Problem statement:
Print every line from the start of the data, and when you reach the line with "filter:drop-shadow(2px 0 #70583a)", include it and stop. Pictures are not part of the copy.

[Dataset extract Boundary: Start]

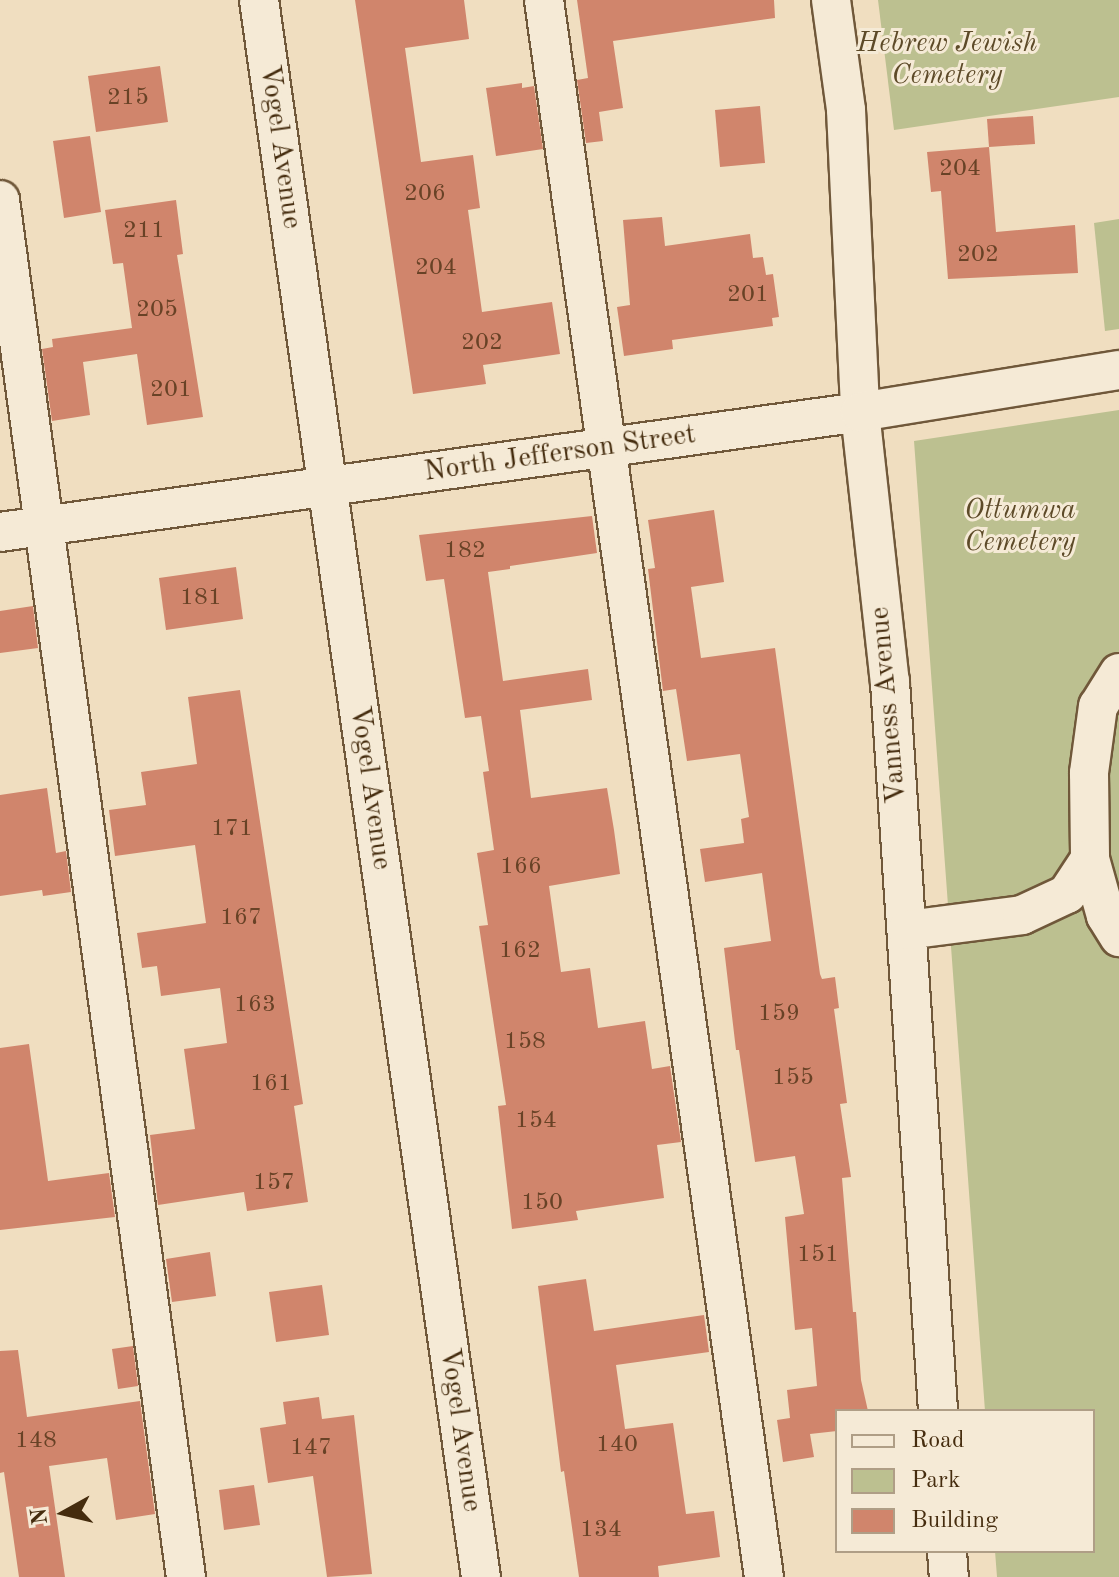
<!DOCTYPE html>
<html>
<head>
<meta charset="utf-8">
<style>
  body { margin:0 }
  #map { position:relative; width:1119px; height:1577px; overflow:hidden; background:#f0dec0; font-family:"Old Standard TT",serif }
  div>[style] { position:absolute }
  .green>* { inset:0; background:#bcc090 }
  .building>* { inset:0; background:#d0856c }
  .roads { filter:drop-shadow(2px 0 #70583a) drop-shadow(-2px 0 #70583a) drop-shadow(0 2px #70583a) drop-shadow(0 -2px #70583a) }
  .minor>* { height:38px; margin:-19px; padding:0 19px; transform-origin:19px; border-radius:19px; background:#f5ead6 }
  span { translate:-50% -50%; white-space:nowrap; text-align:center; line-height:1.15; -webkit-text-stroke:6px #f5ead6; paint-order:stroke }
  .number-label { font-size:24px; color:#684226 }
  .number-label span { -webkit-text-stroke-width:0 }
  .park-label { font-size:28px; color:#5d4a28; font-style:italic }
  .street-label { font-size:28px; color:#452c0e }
  .legend { position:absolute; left:835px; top:1409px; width:260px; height:144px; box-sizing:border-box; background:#f5ead6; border:2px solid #af9e86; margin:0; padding:10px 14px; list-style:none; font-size:24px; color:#452c0e }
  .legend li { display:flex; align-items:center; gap:16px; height:40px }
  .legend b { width:40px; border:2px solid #af9e86 }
  .north { position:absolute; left:24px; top:1473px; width:80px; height:80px; -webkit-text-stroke:6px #f5ead6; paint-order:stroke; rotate:262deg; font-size:22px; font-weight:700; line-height:32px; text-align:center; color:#452c0e }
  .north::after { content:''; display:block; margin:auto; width:28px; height:36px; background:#452c0e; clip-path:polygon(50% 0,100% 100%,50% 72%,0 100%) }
</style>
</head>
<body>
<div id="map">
  <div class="green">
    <i style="clip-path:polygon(878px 0,1119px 0,1119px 97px,894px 130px)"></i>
    <i style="clip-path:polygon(1119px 219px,1119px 329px,1105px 331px,1094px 223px)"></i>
    <i style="clip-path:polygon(1119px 410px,1119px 1577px,997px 1577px,995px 1551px,1093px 1551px,1093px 1411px,985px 1411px,914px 441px)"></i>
  </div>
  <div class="building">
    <i style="clip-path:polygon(355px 0,464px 0,469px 39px,405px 48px,421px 162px,473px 155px,480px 208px,468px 210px,482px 312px,552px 302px,560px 354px,483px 365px,486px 384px,413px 394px)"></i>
    <i style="clip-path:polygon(577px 0,774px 0,775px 18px,613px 41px,623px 108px,599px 112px,603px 141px,586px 143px,577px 80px,588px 78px)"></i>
    <i style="clip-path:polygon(160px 66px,168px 122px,96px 132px,88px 76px)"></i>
    <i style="clip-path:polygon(522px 83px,522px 88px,534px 86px,543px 149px,496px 156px,486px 88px)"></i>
    <i style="clip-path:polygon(760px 106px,765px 163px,720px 167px,715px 110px)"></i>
    <i style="clip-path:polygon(1033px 116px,1035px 144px,989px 147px,987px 119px)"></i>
    <i style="clip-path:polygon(90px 136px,101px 212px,64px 218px,53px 141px)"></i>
    <i style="clip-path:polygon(989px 147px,996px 232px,1075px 225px,1078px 273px,948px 279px,941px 191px,931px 192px,927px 152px)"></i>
    <i style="clip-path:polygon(176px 200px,183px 254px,177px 255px,203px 417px,147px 425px,137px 354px,83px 362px,90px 415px,52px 421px,42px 349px,53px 347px,52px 339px,132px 328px,123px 263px,113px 264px,105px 210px)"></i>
    <i style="clip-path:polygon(662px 217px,665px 246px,750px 234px,753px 258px,763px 257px,766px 275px,773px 274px,779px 317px,772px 318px,773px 326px,672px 340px,673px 349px,624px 356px,617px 307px,630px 305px,623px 220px)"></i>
    <i style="clip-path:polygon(714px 510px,724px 582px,691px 587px,701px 658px,775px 648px,820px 974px,822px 979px,835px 977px,839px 1008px,834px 1009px,847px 1103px,840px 1104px,851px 1177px,842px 1178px,853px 1312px,856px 1312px,861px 1380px,868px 1411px,837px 1411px,837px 1431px,810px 1434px,814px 1457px,783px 1462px,777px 1420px,790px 1418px,787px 1390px,817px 1386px,812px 1328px,795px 1330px,785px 1217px,804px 1214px,795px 1156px,755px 1162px,739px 1050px,736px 1050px,724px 948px,771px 941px,762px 873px,705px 882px,700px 849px,744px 843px,741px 819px,749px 817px,740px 754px,687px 761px,676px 689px,663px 691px,648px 569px,655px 568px,648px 520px)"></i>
    <i style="clip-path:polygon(592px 516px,597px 553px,510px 566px,510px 569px,488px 572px,503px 681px,588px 669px,592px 700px,520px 710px,531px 798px,607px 788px,614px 830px,620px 874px,549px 886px,561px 972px,590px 968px,598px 1028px,645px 1021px,652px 1069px,670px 1066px,681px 1142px,657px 1145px,664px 1198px,576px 1211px,578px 1220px,512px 1229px,498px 1106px,506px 1105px,479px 926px,488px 925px,477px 853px,494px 850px,483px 772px,489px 771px,481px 716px,465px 718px,444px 579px,426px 581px,419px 535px)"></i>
    <i style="clip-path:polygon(236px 567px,243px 619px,166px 630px,159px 578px)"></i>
    <i style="clip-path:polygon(33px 606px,38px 648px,0 653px,0 611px)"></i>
    <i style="clip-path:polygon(240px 690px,303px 1104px,294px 1106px,308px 1202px,247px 1211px,244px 1192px,158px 1205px,150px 1135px,195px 1129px,184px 1049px,227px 1043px,220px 988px,161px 996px,157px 966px,142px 968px,137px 933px,206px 923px,195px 845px,115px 856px,109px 810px,146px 805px,141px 772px,197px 764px,188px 697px)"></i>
    <i style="clip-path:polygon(47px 788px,56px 853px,66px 851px,71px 892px,43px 896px,42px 890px,0 896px,0 795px)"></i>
    <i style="clip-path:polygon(29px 1044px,48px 1181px,109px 1173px,115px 1217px,0 1230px,0 1048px)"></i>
    <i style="clip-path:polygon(210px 1252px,216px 1296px,172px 1302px,166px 1259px)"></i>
    <i style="clip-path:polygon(586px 1279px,594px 1331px,704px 1315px,709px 1352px,616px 1365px,625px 1429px,673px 1423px,686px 1514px,714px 1511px,720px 1557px,658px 1566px,659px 1577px,579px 1577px,564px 1471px,561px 1472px,538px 1286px)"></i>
    <i style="clip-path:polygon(322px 1285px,329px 1335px,276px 1342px,269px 1292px)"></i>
    <i style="clip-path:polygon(133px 1346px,138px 1386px,118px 1389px,112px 1349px)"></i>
    <i style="clip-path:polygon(18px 1350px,27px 1417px,140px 1401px,155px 1514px,116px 1520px,107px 1458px,49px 1466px,65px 1577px,19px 1577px,4px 1472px,0 1473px,0 1351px)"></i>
    <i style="clip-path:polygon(319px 1397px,322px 1419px,354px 1415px,372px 1574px,327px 1577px,313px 1476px,268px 1483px,260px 1428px,286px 1424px,283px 1402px)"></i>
    <i style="clip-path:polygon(254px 1485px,260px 1525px,224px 1530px,219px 1490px)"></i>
  </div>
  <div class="roads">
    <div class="minor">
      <i style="left:259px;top:0;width:1593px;rotate:81.99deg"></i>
      <i style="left:544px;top:0;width:1592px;rotate:82.06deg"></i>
      <i style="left:831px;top:0;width:111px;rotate:82.2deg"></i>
      <i style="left:846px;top:110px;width:302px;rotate:87.3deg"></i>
      <i style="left:860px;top:412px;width:272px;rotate:83.7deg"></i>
      <i style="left:890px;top:682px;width:731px;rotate:86.23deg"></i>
      <i style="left:0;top:200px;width:1390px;rotate:82.31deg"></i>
      <i style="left:0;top:532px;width:868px;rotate:-7.94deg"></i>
      <i style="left:860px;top:412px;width:262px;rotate:-9.2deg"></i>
      <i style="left:1119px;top:673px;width:39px;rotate:122deg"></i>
      <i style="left:1098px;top:706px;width:68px;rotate:97.7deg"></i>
      <i style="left:1089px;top:773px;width:86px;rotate:89.3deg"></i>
      <i style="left:1090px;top:859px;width:59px;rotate:74.3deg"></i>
      <i style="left:1106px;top:916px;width:25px;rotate:58deg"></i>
      <i style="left:907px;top:930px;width:116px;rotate:-7.4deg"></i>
      <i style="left:1022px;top:915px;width:50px;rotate:-25deg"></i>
      <i style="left:1067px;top:894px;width:42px;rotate:-56.7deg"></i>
      <i style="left:947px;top:1551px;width:26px;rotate:86deg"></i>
    </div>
  </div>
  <div class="number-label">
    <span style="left:128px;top:99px">215</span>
    <span style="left:960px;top:170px">204</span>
    <span style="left:425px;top:195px">206</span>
    <span style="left:144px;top:232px">211</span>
    <span style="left:978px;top:256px">202</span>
    <span style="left:436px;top:269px">204</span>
    <span style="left:748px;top:296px">201</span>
    <span style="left:157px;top:311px">205</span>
    <span style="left:482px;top:344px">202</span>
    <span style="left:171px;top:391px">201</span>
    <span style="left:465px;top:552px">182</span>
    <span style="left:201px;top:599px">181</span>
    <span style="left:232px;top:830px">171</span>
    <span style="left:521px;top:868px">166</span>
    <span style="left:241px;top:919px">167</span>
    <span style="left:520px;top:952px">162</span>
    <span style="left:255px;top:1006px">163</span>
    <span style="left:779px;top:1015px">159</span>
    <span style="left:525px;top:1043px">158</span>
    <span style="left:793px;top:1079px">155</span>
    <span style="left:271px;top:1085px">161</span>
    <span style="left:536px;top:1122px">154</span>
    <span style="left:274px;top:1184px">157</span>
    <span style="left:542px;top:1204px">150</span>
    <span style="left:818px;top:1256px">151</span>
    <span style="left:36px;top:1442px">148</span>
    <span style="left:617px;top:1446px">140</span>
    <span style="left:311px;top:1449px">147</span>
    <span style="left:601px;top:1531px">134</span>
  </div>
  <div class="park-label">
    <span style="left:947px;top:60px">Hebrew Jewish<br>Cemetery</span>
    <span style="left:1020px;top:527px">Ottumwa<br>Cemetery</span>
  </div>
  <div class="street-label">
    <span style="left:280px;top:147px;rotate:82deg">Vogel Avenue</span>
    <span style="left:560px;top:454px;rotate:-8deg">North Jefferson Street</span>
    <span style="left:889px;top:705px;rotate:-95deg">Vanness Avenue</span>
    <span style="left:370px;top:788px;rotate:82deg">Vogel Avenue</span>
    <span style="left:460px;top:1430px;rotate:82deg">Vogel Avenue</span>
  </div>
  <ul class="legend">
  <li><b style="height:10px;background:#f5ead6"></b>Road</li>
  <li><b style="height:22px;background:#bcc090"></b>Park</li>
  <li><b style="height:22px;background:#d0856c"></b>Building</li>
  </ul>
  <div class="north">N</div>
</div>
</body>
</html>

[Dataset extract Boundary: End]

Answer:
<!DOCTYPE html>
<html>
<head>
<meta charset="utf-8">
<style>
  body { margin:0 }
  #map { position:relative; width:1119px; height:1577px; overflow:hidden; background:#f0dec0; font-family:"Old Standard TT",serif }
  div>[style] { position:absolute }
  .green>* { inset:0; background:#bcc090 }
  .building>* { inset:0; background:#d0856c }
  .roads { filter:drop-shadow(2px 0 #70583a) drop-shadow(-2px 0 #70583a) drop-shadow(0 2px #70583a) drop-shadow(0 -2px #70583a) }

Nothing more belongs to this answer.